For which $m$ do all occurrence of 1 lie on the diagonal of the multiplication table of $\mathbb{Z}_m$?

I was think i have got a prove and find all the $m$ is $1,2,3,4,6,8,12$ and $24$. but after a while, there is a bug in my prove.

suppose $m>10$ and $<10$ part is too simple first $m$ cannot be odd, or $(2,m)=1$ and there is x such that $2x\equiv1\mod{m}$, so $x\ne2$ for $m>10$ and this will against the 1 lie on diagonal.

if $(3,m)=1$, then $3^2\equiv1\pmod{m}$, then $m\mid8$ impossible too. so $3\mid m$.

if $(5,m)=1$, using the same strategy, $m|24$, with $m>10$ verify $\mathbb{Z}_{12}$ and $\mathbb{Z}_{24}$ is a solution. so we just consider $5\mid m$.

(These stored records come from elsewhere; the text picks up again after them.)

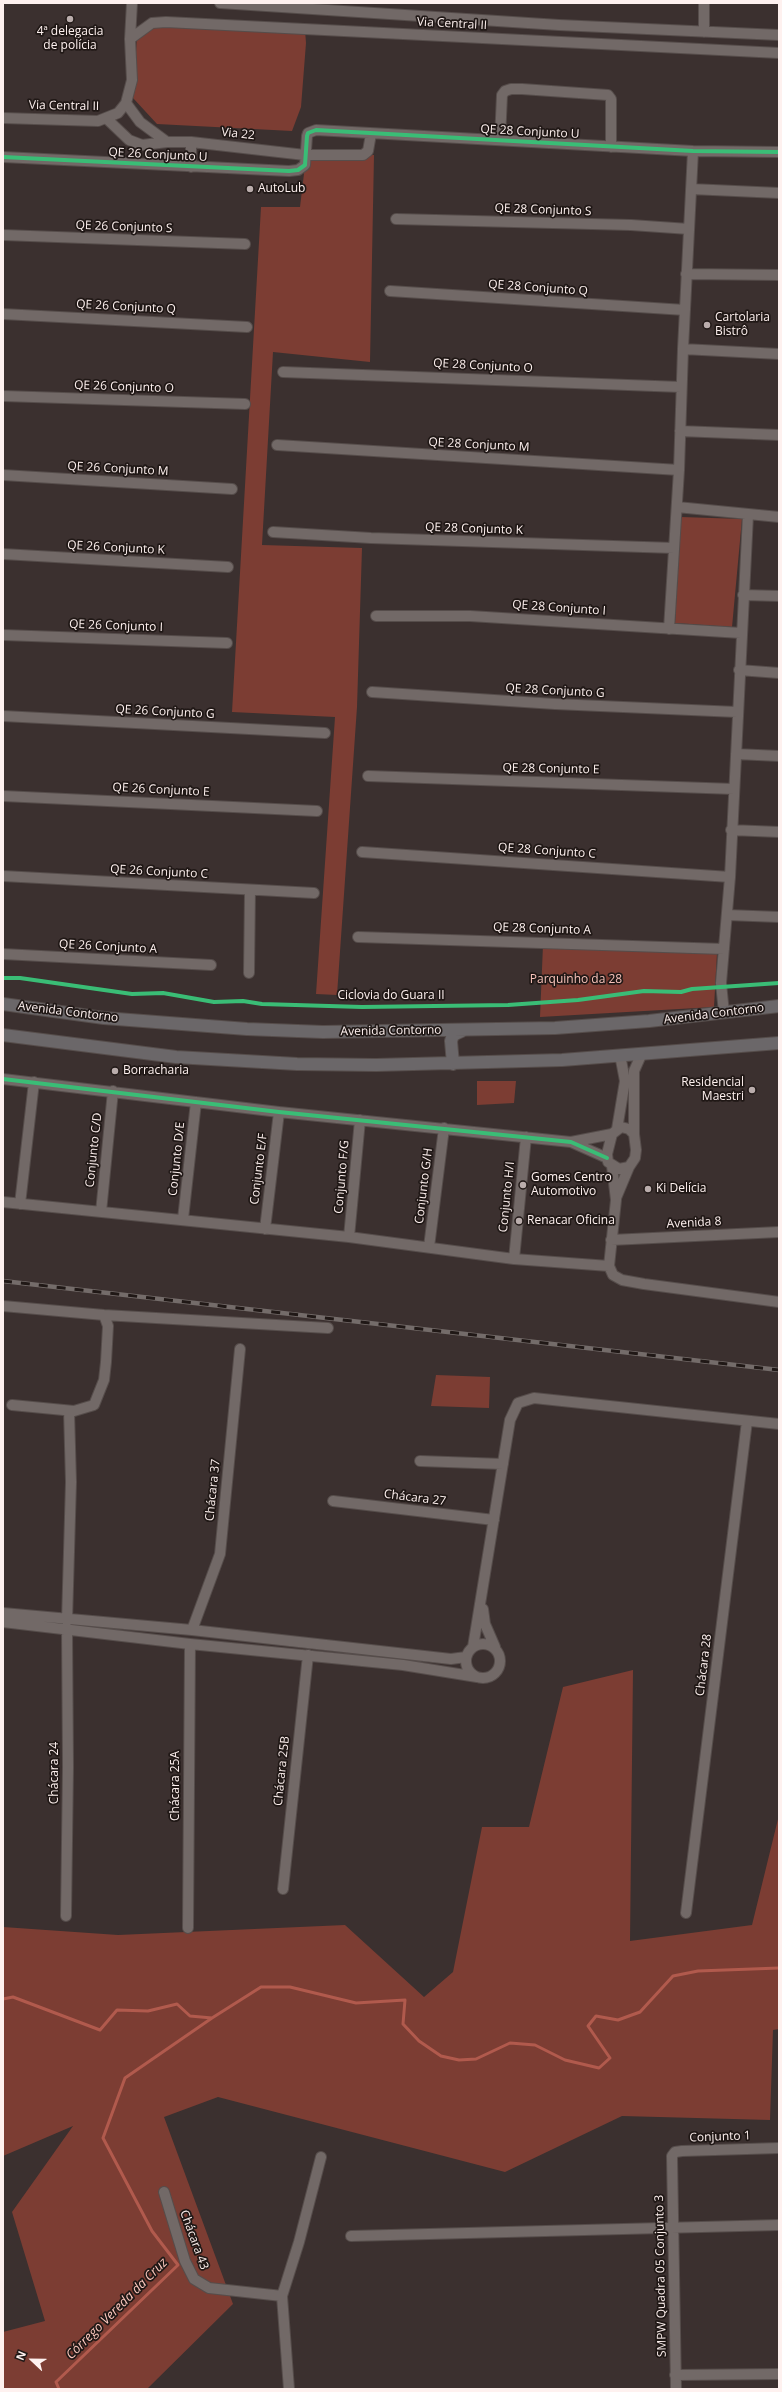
<!DOCTYPE html>
<html>
<head>
<meta charset="utf-8">
<style>
  body { margin:0 }
  #map { position:relative; width:782px; height:2392px; overflow:hidden; background:#3b302f; font-family:"Open Sans",sans-serif }
  canvas { display:block }
  .frame { position:absolute; inset:0; border:4px solid #fef1ef; pointer-events:none }
  .north { position:absolute; left:12px; top:2340px; width:40px; height:40px; -webkit-text-stroke:3px #201816; paint-order:stroke; rotate:292deg; font-size:11px; font-weight:700; line-height:16px; text-align:center; color:#fef1ef }
  .north::after { content:''; display:block; margin:auto; width:14px; height:18px; background:#fef1ef; clip-path:polygon(50% 0,100% 100%,50% 72%,0 100%) }
</style>
</head>
<body>
<div id="map">
<canvas width="782" height="2392"></canvas>
<div class="frame"></div>
<div class="north">N</div>
</div>
<script>
const c = document.querySelector('canvas').getContext('2d');
c.lineJoin = 'round';
function paint(path, color) {
  c.fillStyle = color;
  c.fill(path, 'evenodd');
}
function poly(rows) {
  const path = new Path2D();
  for (const r of rows) {
    if (r.length === 3) {
      path.moveTo(r[0] + r[2], r[1]);
      path.arc(r[0], r[1], r[2], 0, 2 * Math.PI);
      continue;
    }
    path.moveTo(r[0], r[1]);
    for (let i = 2; i < r.length; i += 2) path.lineTo(r[i], r[i + 1]);
  }
  return path;
}
function trace(path, color, width, dash) {
  c.strokeStyle = color;
  c.lineWidth = width;
  c.lineCap = dash ? 'butt' : 'round';
  c.setLineDash(dash || []);
  c.stroke(path);
}
function write(font, color, halo, rows, align = 'center') {
  c.font = font + ' "Open Sans",sans-serif';
  c.lineWidth = 3.5;
  c.setLineDash([]);
  c.textBaseline = 'middle';
  c.strokeStyle = halo;
  c.fillStyle = color;
  for (const [text, x, y, turn = 0] of rows) {
    c.save();
    c.translate(x, y);
    c.rotate((+turn || 0) * Math.PI / 180);
    c.textAlign = isNaN(turn) ? turn : align;
    if (halo) c.strokeText(text, 0, 0);
    c.fillText(text, 0, 0);
    c.restore();
  }
}
const green = poly([
  [153,20,305,30,306,43,301,107,292,131,157,124,133,98,137,36],
  [374,155,370,362,273,352,262,545,362,548,357,707,337,995,316,994,335,717,232,712,261,207,300,207,306,157],
  [681,517,742,519,732,627,675,623],
  [543,945,717,953,714,1007,540,1017],
  [477,1081,516,1081,514,1103,477,1105],
  [436,1375,490,1377,489,1408,431,1406],
  [633,1670,630,1941,752,1925,779,1815,779,2029,773,2030,770,2120,622,2116,505,2172,218,2097,164,2117,233,2304,147,2389,3,2389,3,2332,45,2321,12,2212,73,2126,3,2156,3,1927,118,1935,345,1925,424,1997,453,1972,482,1827,529,1827,563,1687]
]);
const stream = poly([
  [3,1999,13,1997,100,2030,117,2010,148,2011,177,2004,190,2016,212,2018],
  [59,2389,56,2382,178,2265,152,2231,103,2138,125,2078,212,2018,261,1987,290,1987,356,2003,405,2000,403,2024,419,2041,441,2056,459,2060,476,2059,510,2043,535,2045,565,2060,599,2068,610,2058,588,2026,596,2016,618,2020,640,2012,673,1976,698,1971,779,1968]
]);
const minor = poly([
  [220,3,559,25,779,35],
  [704,32,704,3],
  [130,39,152,23,166,22,779,53],
  [126,103,140,122,167,142],
  [3,118,98,121,118,113,126,103,132,80,130,39,132,3],
  [107,119,129,140,142,145,167,142,191,142,305,155,363,155,368,151,371,134],
  [500,140,502,95,505,91,511,89,522,89,608,95,611,99,611,147],
  [3,157,289,171,298,170,305,165,307,136,308,133,316,130,693,151,779,152],
  [191,167,191,142],
  [691,189,779,193],
  [396,219,631,225,689,229],
  [3,235,245,244],
  [686,274,779,275],
  [390,291,685,310],
  [3,314,247,327],
  [683,349,779,354],
  [283,372,681,387],
  [3,396,245,404],
  [680,431,779,435],
  [277,445,679,470],
  [3,475,232,489],
  [677,507,779,517],
  [273,532,371,538,674,548],
  [3,554,228,567],
  [743,595,779,596],
  [376,616,470,616,741,633],
  [669,629,679,470,683,349,693,151],
  [3,635,227,643],
  [739,670,779,673],
  [372,692,555,704,737,712],
  [3,716,325,733],
  [736,754,779,756],
  [368,776,734,789],
  [3,796,317,811],
  [731,830,779,832],
  [362,852,730,877],
  [3,876,314,893],
  [727,915,779,917],
  [358,937,724,949],
  [3,954,211,965],
  [249,973,250,890],
  [724,1013,721,983,730,877,748,515],
  [616,1055,621,1060,625,1081,617,1129],
  [3,1079,279,1112,571,1142,607,1158],
  [621,1127,629,1129,634,1134,636,1150,635,1158,629,1167,619,1169,608,1162,607,1154,612,1134,621,1127],
  [634,1134,634,1071,642,1053],
  [571,1142,612,1134],
  [612,1166,616,1200,609,1266,613,1275,622,1280,644,1284,779,1302],
  [616,1198,629,1167],
  [3,1202,349,1237,514,1259,609,1266],
  [20,1204,34,1082],
  [101,1212,113,1091],
  [183,1219,196,1102],
  [265,1229,279,1112],
  [349,1237,360,1120],
  [611,1240,779,1232],
  [429,1247,444,1128],
  [514,1259,526,1137],
  [3,1306,104,1315,328,1328],
  [12,1405,74,1411,94,1405,104,1380,106,1362,108,1326,104,1315],
  [420,1461,503,1464],
  [333,1501,494,1520],
  [483,1609,485,1624,495,1647],
  [3,1613,192,1630,451,1659,466,1657],
  [67,1621,71,1482,69,1411],
  [3,1622,190,1644,403,1665,477,1677],
  [192,1630,220,1554,240,1349],
  [483,1661,17],
  [473,1647,510,1420,518,1403,534,1398,779,1424],
  [283,1889,308,1655],
  [686,1913,747,1421],
  [66,1916,68,1767,67,1629],
  [188,1928,190,1644],
  [164,2192,185,2261,194,2279,209,2288,282,2296],
  [351,2236,779,2225],
  [675,2375,779,2374],
  [289,2389,282,2296,299,2242,321,2157],
  [676,2389,672,2156,675,2152,682,2151,779,2148]
]);
const major = poly([
  [3,1004,104,1018,247,1029,323,1032,555,1028,649,1021,779,1006],
  [3,1035,176,1057,297,1064,376,1065,562,1060,779,1043],
  [453,1064,451,1041,453,1035,464,1030]
]);
const rail = poly([
  [3,1281,779,1370]
]);
const cycleway = poly([
  [3,157,289,171,298,170,305,165,307,136,308,133,316,130,693,151,779,152],
  [3,978,20,978,132,994,163,993,214,1002,243,1001,262,1004,362,1007,508,1005,578,1000,644,991,681,992,692,989,779,983],
  [3,1079,279,1112,571,1142,607,1158]
]);
const markers = [
  [70,19,4,"#baadac"],
  [250,189,4,"#baadac"],
  [707,325,4,"#baadac"],
  [115,1071,4,"#baadac"],
  [752,1090,4,"#baadac"],
  [523,1185,4,"#baadac"],
  [648,1189,4,"#baadac"],
  [519,1221,4,"#baadac"]
];
const streetNames = [
  ["Via Central II",452,24,3],
  ["Via Central II",64,106,1],
  ["QE 28 Conjunto U",530,132,3],
  ["Via 22",238,134,6],
  ["QE 26 Conjunto U",158,155,3],
  ["QE 28 Conjunto S",543,210,2],
  ["QE 26 Conjunto S",124,227,2],
  ["QE 28 Conjunto Q",538,288,4],
  ["QE 26 Conjunto Q",126,307,3],
  ["QE 28 Conjunto O",483,366,3],
  ["QE 26 Conjunto O",124,387,2],
  ["QE 28 Conjunto M",479,445,3],
  ["QE 26 Conjunto M",118,469,3],
  ["QE 28 Conjunto K",474,529,2],
  ["QE 26 Conjunto K",116,548,3],
  ["QE 28 Conjunto I",559,608,4],
  ["QE 26 Conjunto I",116,626,2],
  ["QE 28 Conjunto G",555,691,3],
  ["QE 26 Conjunto G",165,712,3],
  ["QE 28 Conjunto E",551,769,1],
  ["QE 26 Conjunto E",161,790,3],
  ["QE 28 Conjunto C",547,851,4],
  ["QE 26 Conjunto C",159,872,3],
  ["QE 28 Conjunto A",542,929,2],
  ["QE 26 Conjunto A",108,947,3],
  ["Ciclovia do Guara II",391,996],
  ["Avenida Contorno",68,1012,7],
  ["Avenida Contorno",714,1014,-7],
  ["Avenida Contorno",391,1031,-1],
  ["Conjunto C/D",94,1150,-84],
  ["Conjunto D/E",177,1159,-84],
  ["Conjunto E/F",259,1169,-83],
  ["Conjunto F/G",342,1177,-85],
  ["Conjunto G/H",424,1186,-83],
  ["Conjunto H/I",507,1197,-84],
  ["Avenida 8",694,1223,-3],
  ["Chácara 37",213,1490,-84],
  ["Chácara 27",415,1498,7],
  ["Chácara 28",704,1665,-83],
  ["Chácara 25B",282,1771,-84],
  ["Chácara 24",55,1773,-90],
  ["Chácara 25A",176,1786,-90],
  ["Conjunto 1",720,2137,-2],
  ["Chácara 43",194,2240,70],
  ["SMPW Quadra 05 Conjunto 3",661,2276,-91]
];
const poiNames = [
  ["4ª delegacia",70,32,"center"],
  ["de polícia",70,46,"center"],
  ["AutoLub",258,189],
  ["Cartolaria",715,318],
  ["Bistrô",715,332],
  ["Borracharia",123,1071],
  ["Residencial",744,1083,"right"],
  ["Maestri",744,1097,"right"],
  ["Gomes Centro",531,1178],
  ["Automotivo",531,1192],
  ["Ki Delícia",656,1189],
  ["Renacar Oficina",527,1221]
];
const parkNames = [
  ["Parquinho da 28",576,980]
];
const waterNames = [
  ["Córrego Vereda da Cruz",117,2309,-45]
];
paint(green, '#7c3d33');
trace(stream, '#b15a4d', 3);
trace(minor, '#564d4b', 12);
trace(major, '#564d4b', 14);
trace(minor, '#726967', 10);
trace(major, '#6b6769', 12);
trace(rail, '#746c6a', 4.5);
trace(rail, '#201816', 3, [9]);
trace(cycleway, '#3abd76', 4);
for (const [x, y, r, color] of markers) {
  const dot = new Path2D();
  dot.arc(x, y, r, 0, 2 * Math.PI);
  c.fillStyle = color;
  c.fill(dot);
  trace(dot, '#201816', 1.5);
}
write('12px', '#fef1ef', '#201816', streetNames);
write('12px', '#fef1ef', '#201816', poiNames, 'left');
write('12px', '#f8c3ba', '#201816', parkNames);
write('italic 13px', '#fdc9bf', '#201816', waterNames);
</script>
</body>
</html>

I also verified $7\mid m$, so $m=210\cdot Q$, $Q\in\mathbb{N}$.

then, if $x\in\mathbb{N}$ and $x<\sqrt{m}$, that is $x^2<m$, so $x^2\not\equiv1\pmod{m}$....

so how to continue...

Answer 1

You want to find the $m$ such that $a^2\equiv1\bmod{m}$ for all $a$ with $\gcd(a,m)=1$.

In terms of group theory, you want $U(m)$, the group of units mod $m$, to have exponent at most $2$.

By the Chinese remainder theorem, $U(m)$ is the product of $U(p^e)$ where $p^e \mid\mid m$.

Therefore, $U(m)$ has exponent at most $2$ iff $U(p^e)$ has exponent at most $2$.

For $p=2$, this means $e \le 3$.

For $p$ odd, this means $p=3$ and $e=1$.

Therefore, $m=2^a 3^b$ with $0 \le a \le 3$ and $0 \le b \le 1$.

Collecting all possibilities then leads to $m \in \{ 1,2,3,4,6,8,12,24 \}$.